Now even though we know that drugs serve no beneficial purpose to our living bodies or minds, it is also known that drugs have the ability to commandeer the system by triggering the release of dopamine. Sometimes so much dopamine is released that ones mind is tricked into learning and remembering that drugs are critical to existence – as critical, in fact, as water.

As scientists experiment with different types of treatments, they are now focusing on the learning circuits, specifically how and what affects drugs can have on them. And on trying to understand why some people experience a stronger aversion to addiction than others.
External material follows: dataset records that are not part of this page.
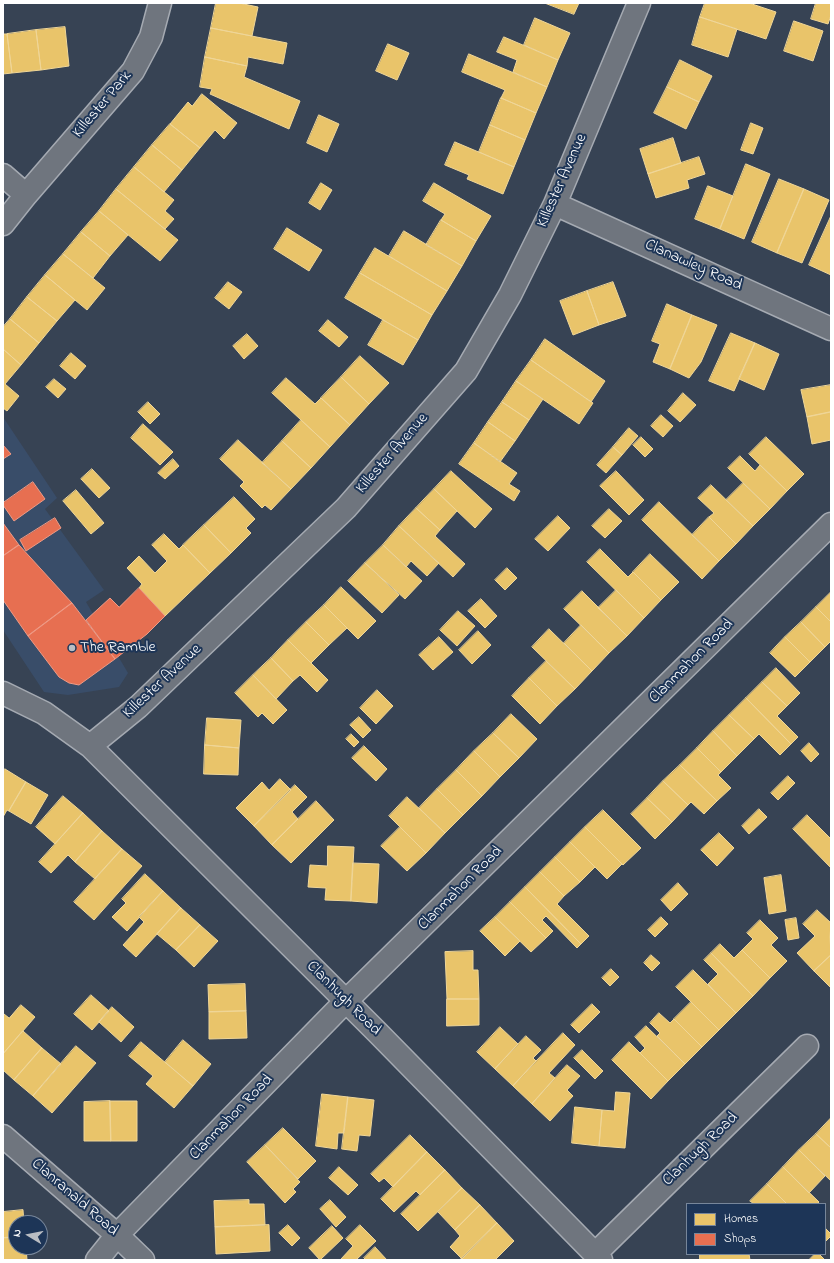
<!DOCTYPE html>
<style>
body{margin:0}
#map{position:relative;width:834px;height:1263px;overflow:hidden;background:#374354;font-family:"Indie Flower",sans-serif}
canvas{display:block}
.frame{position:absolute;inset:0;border:4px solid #fff;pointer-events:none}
.legend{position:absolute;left:686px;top:1203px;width:140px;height:52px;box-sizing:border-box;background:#1d3557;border:1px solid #77869a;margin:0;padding:5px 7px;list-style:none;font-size:12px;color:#fff}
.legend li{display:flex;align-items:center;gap:8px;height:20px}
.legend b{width:20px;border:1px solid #77869a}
.north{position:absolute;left:8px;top:1215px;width:40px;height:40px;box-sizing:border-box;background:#1d3557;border:1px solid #77869a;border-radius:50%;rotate:280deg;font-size:11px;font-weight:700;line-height:16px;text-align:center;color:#fff}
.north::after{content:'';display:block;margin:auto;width:14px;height:18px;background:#b9bdc3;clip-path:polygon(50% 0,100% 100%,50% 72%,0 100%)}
</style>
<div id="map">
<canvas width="834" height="1263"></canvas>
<div class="frame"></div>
<ul class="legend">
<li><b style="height:11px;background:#e9c46a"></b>Homes</li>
<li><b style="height:11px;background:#e76f51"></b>Shops</li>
</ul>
<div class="north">N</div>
</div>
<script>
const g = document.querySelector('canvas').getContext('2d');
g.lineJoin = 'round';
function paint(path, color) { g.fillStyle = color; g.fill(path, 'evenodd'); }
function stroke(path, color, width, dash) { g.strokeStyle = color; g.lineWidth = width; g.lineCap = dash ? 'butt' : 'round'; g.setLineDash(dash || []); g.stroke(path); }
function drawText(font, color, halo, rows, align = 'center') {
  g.font = font + ' "Indie Flower",sans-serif'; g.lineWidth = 4; g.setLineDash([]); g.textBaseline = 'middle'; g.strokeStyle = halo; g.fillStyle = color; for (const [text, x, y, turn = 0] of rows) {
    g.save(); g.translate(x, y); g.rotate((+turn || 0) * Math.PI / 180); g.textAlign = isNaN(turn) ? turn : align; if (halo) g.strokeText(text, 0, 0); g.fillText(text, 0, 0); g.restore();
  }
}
paint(new Path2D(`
 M3,417L57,498L45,509L104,590L86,602L128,673L119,687L68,695L44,692L3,630Z`), '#394d69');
const homes = new Path2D(`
 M216,3H239L258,7L252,36L211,28Z
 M545,3H579L574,14Z
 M705,3H749L776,12L766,39L700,17Z
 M816,3H831V15L828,24L811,19Z
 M700,17L737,29L728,57L692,45Z
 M535,18L570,33L558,60L524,45Z
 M794,21L823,31L813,61L784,51Z
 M65,27L69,66L41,70L36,30Z
 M211,28L287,43L283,64L248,57L247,66L205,57Z
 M36,30L41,70L12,73L7,34Z
 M3,34H7L12,73L3,74Z
 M504,37L558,60L547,87L513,72L517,60L497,52Z
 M388,44L409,53L397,80L376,71Z
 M469,54L547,87L536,113L501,98L505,90L462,72Z
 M205,57L247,66L244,77L300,101L289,129L210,94L212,89L200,87Z
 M680,60L712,76L699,102L667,87Z
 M667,87L699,102L686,129L654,113Z
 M202,94L237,123L224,139L215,130L200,148L170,124L188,102L192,106Z
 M501,98L536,113L525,140L490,125Z
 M319,115L339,124L327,152L307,143Z
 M751,123L763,128L753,154L741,150Z
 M170,124L200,148L182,170L152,145Z
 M490,125L525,140L514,167L479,152Z
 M673,138L681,163L648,174L640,149Z
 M455,142L514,167L503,194L467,179L469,175L445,165Z
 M152,145L182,170L164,192L134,167Z
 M699,157L705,174L687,180L689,188L656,198L648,174Z
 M746,164L770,174L744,239L720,229Z
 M134,167L174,200L165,211L174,219L165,229L116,189Z
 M779,179L804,189L777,253L752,242Z
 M321,183L332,190L320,210L309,203Z
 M434,183L491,216L476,241L441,220L445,214L423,201Z
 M708,186L733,196L720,229L695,219Z
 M116,189L178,240L160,261L99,211Z
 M804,189L829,200L802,263L777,253Z
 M99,211L128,235L110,256L81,232Z
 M831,216V275L809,265Z
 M441,220L476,241L462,266L426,245Z
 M287,228L322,250L309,271L274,249Z
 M404,231L462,266L447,291L389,256Z
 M81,232L110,256L93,278L63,254Z
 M375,248L447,291L432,315L360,273Z
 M63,254L105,288L87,310L45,275Z
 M360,273L432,315L418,340L345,298Z
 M45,275L75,300L57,321L27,297Z
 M228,282L242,292L229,309L215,298Z
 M613,282L626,316L599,325L587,291Z
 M587,291L599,325L573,335L560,301Z
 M27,297L57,321L39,343L10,319Z
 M667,304L692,315L670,369L653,362L660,344L652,341Z
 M692,315L717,325L701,362L689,378L670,369Z
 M10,319L39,343L21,365L3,349V327Z
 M328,320L348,337L339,347L319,331Z
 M383,320L418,340L403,365L368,345Z
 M731,333L755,343L734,391L709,381Z
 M247,334L258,346L244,359L233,346Z
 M545,339L605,381L591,402L531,360Z
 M755,343L779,354L764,390L739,379Z
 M3,349L21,365L5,384L19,396L7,411L3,408Z
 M71,353L86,366L75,379L60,366Z
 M360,356L389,383L369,404L341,377Z
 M531,360L593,403L579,424L516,381Z
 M341,377L369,404L350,425L321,398Z
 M286,378L315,404L321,398L350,425L330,447L272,393Z
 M54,379L66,389L58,398L46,387Z
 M516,381L543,399L529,420L502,402Z
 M831,385V412L807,417L801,390Z
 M683,393L696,405L680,422L668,411Z
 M148,402L160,414L150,424L138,412Z
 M502,402L529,420L515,441L488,422Z
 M831,412V440L812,444L807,417Z
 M661,415L673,426L663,437L651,426Z
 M301,420L330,447L311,468L282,441Z
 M488,422L515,441L500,462L474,443Z
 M143,424L173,452L160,465L131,438Z
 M629,428L638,436L622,455L613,447Z
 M641,437L653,449L645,457L633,445Z
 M766,437L804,474L787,491L749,454Z
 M238,440L291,489L271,510L265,505L262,508L240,486L244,482L220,459Z
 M282,441L311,468L291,489L262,463Z
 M474,443L517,473L509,484L520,491L514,501L459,464Z
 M613,447L622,455L606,473L597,465Z
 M740,456L755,471L760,465L787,491L770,509L728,468Z
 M173,459L179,466L165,479L158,473Z
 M92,469L110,488L99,498L81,479Z
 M451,471L492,509L475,528L434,489Z
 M616,471L644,500L629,515L600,486Z
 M743,483L770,509L753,526L726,500Z
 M711,485L753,526L736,544L709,517L714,513L698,498Z
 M434,489L457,511L440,530L416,508Z
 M76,490L104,523L91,534L63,501Z
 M234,497L255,519L246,528L251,533L231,553L204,525Z
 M659,502L719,561L702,579L642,520Z
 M416,508L440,530L435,536L465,564L453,577L399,526Z
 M609,509L622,521L605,538L592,526Z
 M558,516L570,528L548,551L535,539Z
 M709,517L736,544L719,561L692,535Z
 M204,525L231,553L210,573L183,545Z
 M399,526L439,563L427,576L411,561L406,567L383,545Z
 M164,534L179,549L183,545L210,573L165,616L139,588L142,584L127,568L139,556L155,573L167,561L152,545Z
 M383,545L422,581L405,599L365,563Z
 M600,549L628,577L633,572L661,600L644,618L587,562Z
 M650,554L679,582L661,600L633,572Z
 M365,563L399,595L382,613L348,581Z
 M507,568L517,578L505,590L495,580Z
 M341,587L376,621L358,639L324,605Z
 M616,590L644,618L627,636L598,608Z
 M582,591L627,636L609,653L564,609Z
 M831,592V622L816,607Z
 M481,599L497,616L485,628L468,611Z
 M324,605L347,628L329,645L306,622Z
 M816,607L831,622V641L825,647L801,622Z
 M458,611L475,626L457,646L440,630Z
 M306,622L329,645L311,663L288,640Z
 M801,622L825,647L810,662L785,637Z
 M581,625L609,653L592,671L564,643Z
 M549,629L592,671L575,689L532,647Z
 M478,631L491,645L472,664L459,650Z
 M439,637L453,652L433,670L419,655Z
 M785,637L810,662L795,677L770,653Z
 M288,640L328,680L317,692L300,675L293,681L271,658Z
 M271,658L293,681L276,699L253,675Z
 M546,661L575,689L557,706L529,678Z
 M776,668L800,693L787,706L762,682Z
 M253,675L287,710L273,724L262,713L258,717L235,693Z
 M529,678L557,706L540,724L512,696Z
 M762,682L787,706L777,716L798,737L791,744L746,698Z
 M377,690L393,706L376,724L360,708Z
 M746,698L791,744L780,755L759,734L754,739L729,715Z
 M511,714L537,739L519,758L493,733Z
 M729,715L754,739L737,756L713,731Z
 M359,717L371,730L363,738L350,725Z
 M207,718L241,720L239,748L205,745Z
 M713,731L737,756L721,772L697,748Z
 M493,733L519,758L500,777L474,751Z
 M351,734L359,742L354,747L346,739Z
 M809,743L819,754L811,762L801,751Z
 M205,745L239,748L238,775L204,774Z
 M364,746L387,769L376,781L352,758Z
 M697,748L721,772L718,775L731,788L717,801L680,765Z
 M474,751L500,777L482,796L456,770Z
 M680,765L717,801L704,814L691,802L688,805L663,781Z
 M5,769L26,782L9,811L7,810L3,817V772Z
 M456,770L482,796L463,815L437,789Z
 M788,776L795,783L778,800L771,793Z
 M280,779L291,790L254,826L236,808L262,782L269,790Z
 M663,781L688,805L672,822L647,798Z
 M26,782L48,795L31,824L9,811Z
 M295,785L307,797L292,812L298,819L272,845L254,826Z
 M437,789L463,815L445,833L419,808Z
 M63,796L83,813L55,844L36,827Z
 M407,797L445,833L426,853L389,816Z
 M647,798L672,822L655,839L631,814Z
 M316,801L334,820L291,863L272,845Z
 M759,809L767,817L749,834L742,826Z
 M603,810L641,848L623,865L585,827Z
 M83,813L102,831L75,862L68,855L51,873L39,862Z
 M807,815L831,839V868L793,829Z
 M400,827L426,853L407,871L381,846Z
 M585,827L622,864L607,879L570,842Z
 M102,831L122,849L95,879L75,862Z
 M719,833L734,848L717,866L701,850Z
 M570,842L595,867L580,882L555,857Z
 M328,846L354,847L351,901L325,900L326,888L308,887L310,865L327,866Z
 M122,849L142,866L94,920L74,902Z
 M555,857L580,882L564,896L540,872Z
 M353,863L379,864L377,903L351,901Z
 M540,872L564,896L557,904L589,936L581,944L525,887Z
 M145,874L163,891L127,931L112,917L126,903L122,899Z
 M781,875L786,911L769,914L764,878Z
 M678,883L688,894L671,911L661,900Z
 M525,887L581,944L577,948L546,916L542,920L553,931L546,938L510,902Z
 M163,891L181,908L136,957L123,945L144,922L139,917Z
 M510,902L546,938L531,952L495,917Z
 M181,908L200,925L176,950L157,934Z
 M817,910L831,923L830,937L831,955L814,971L797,953L815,936L803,924Z
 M495,917L520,941L505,956L480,931Z
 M661,917L668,924L655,937L648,930Z
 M796,918L799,938L788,940L785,920Z
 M760,920L778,938L771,945L787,961L770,978L742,950L753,939L747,933Z
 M200,925L218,941L194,967L176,950Z
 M720,944L734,958L742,950L770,978L753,996L711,953Z
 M473,951V970H478L479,999H447L445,952Z
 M711,953L753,996L736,1013L708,984L718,974L704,960Z
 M651,955L660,963L652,971L644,963Z
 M831,955V988L814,971Z
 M611,969L619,977L610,986L602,978Z
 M693,970L736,1013L719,1030L676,987Z
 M245,984L246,1011L209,1012L208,985Z
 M91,995L109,1011L92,1030L74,1014Z
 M447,999H479V1025L447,1026Z
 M691,1002L719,1030L702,1047L674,1019Z
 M592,1004L600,1012L579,1033L571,1025Z
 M21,1005L35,1017L3,1054V1015L4,1014L9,1018Z
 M112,1007L134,1027L121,1042L99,1022Z
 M246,1011L247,1038L209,1039V1012Z
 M659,1013L670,1023L674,1019L702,1047L685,1064L657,1036L660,1033L650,1023Z
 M646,1026L685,1064L668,1081L640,1053L645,1048L635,1037Z
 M500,1027L518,1044L495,1069L477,1052Z
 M23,1031L42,1048L14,1080L3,1070V1054Z
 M563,1033L575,1045L549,1073L555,1078L532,1104L513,1086Z
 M526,1036L541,1050L533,1058L536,1061L513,1086L495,1069Z
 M183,1040L211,1064L193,1086L165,1062Z
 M141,1042L193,1086L174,1108L146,1084L153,1076L129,1056Z
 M629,1042L668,1081L651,1099L612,1060Z
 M76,1046L96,1063L52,1113L33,1096Z
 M42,1048L61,1064L33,1096L14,1080Z
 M582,1050L603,1071L595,1079L574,1058Z
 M567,1065L580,1076L567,1090L573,1096L550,1121L532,1104Z
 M616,1092L630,1093L625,1148L599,1146L602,1110L614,1111Z
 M322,1094L348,1097L344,1133H338L337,1149L316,1146Z
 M348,1097L374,1100L370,1136L359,1135L357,1151L342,1149Z
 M110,1101H137V1141H111Z
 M110,1101L111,1141H84V1102Z
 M575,1107L602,1110L599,1146L572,1143Z
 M831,1118V1148L816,1134Z
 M283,1128L316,1161L298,1179L265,1145Z
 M816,1134L831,1148V1181L799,1150Z
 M410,1135L427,1152L393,1187L384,1178L379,1182L371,1174Z
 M265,1145L300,1182L293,1189L296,1192L285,1203L247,1162Z
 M799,1150L825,1176L809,1193L783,1167Z
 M427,1152L445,1170L420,1195L416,1191L394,1212L381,1199Z
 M339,1167L358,1185L348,1195L329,1178Z
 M783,1167L819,1202L817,1204H787L767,1184Z
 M445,1170L462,1188L418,1231L401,1214Z
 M767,1184L787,1204H754L750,1201Z
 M462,1188L480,1205L455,1230L438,1212Z
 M249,1200V1204H264L265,1225L215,1227L214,1201Z
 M330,1200L346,1217L336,1227L320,1209Z
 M480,1205L497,1223L462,1259L450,1247L460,1236L455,1230Z
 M23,1210L24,1223H16V1237L3,1238V1212Z
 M497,1223L514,1241L495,1260H460Z
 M269,1225L270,1251L216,1254L215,1227Z
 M288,1225L300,1238L292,1246L279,1233Z
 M360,1225L376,1241L356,1260H342L341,1259L353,1246L346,1239Z
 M332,1226L343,1238L320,1260L309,1248Z
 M826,1229L831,1234V1236L825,1242V1230Z
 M16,1237V1247H26L27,1260H3V1238Z
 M375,1247L387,1260H366L364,1258Z
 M700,1254H749L750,1260H700Z
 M815,1254H819L825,1260H809Z`);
paint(homes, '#e9c46a');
stroke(homes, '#f0d697', 1);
const shops = new Path2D(`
 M3,445L11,454L3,459Z
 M33,482L45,499L14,521L3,505V503Z
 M55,518L61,528L26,551L20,540Z
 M3,523L19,545L3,556Z
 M19,545L72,603L28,636L3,600V556Z
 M139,588L165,616L147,634L115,659L86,620L110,598L119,607Z
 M72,603L115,659L79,685L69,683L59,677L28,636Z`);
paint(shops, '#e76f51');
stroke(shops, '#ee9a85', 1);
const minor = new Path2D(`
 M3,175L26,195
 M555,204L831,329
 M3,224L26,195L133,71L151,37L160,3
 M3,693L44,713L90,746L377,1032L601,1260
 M90,746L138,707L346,508L466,371L510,295L555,204L639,3
 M3,1136L117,1235L143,1260
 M595,1254L807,1046
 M97,1260L117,1235L345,1002L831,524`);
stroke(minor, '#a5aab2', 25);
stroke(minor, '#6f757e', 22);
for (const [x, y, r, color] of [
 [72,648,4,"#b9bdc3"]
]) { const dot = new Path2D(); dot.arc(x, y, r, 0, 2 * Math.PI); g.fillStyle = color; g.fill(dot); stroke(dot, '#1d3557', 1.5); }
drawText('16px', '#fff', '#1d3557', [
 ["Killester Park",103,105,-50],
 ["Killester Avenue",563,181,-66],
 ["Clanawley Road",693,266,24],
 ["Killester Avenue",393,454,-49],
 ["Clanmahon Road",692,662,-45],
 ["Killester Avenue",163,682,-43],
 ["Clanmahon Road",461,889,-45],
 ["Clanhugh Road",343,999,45],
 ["Clanmahon Road",232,1118,-46],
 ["Clanhugh Road",701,1150,-44],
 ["Clanranald Road",74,1198,41]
]);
drawText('16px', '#fff', '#1d3557', [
 ["The Ramble",80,648]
], 'left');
</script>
What gives them this “extreme memory”? One of the positive outcomes that has occurred as a result of this theory is a decrease in the negative stigma that is associated with the word addiction. People are beginning to see that perhaps addiction is not just a simple lack of will power, but rather something that may be as deep rooted as molecular composition.

There is still much research that needs to be done, but as this theory gains force many neuroscientists are optimistic that unraveling the mysteries of memory will help people overcome the struggles of addiction - and ultimately - remember how to forget.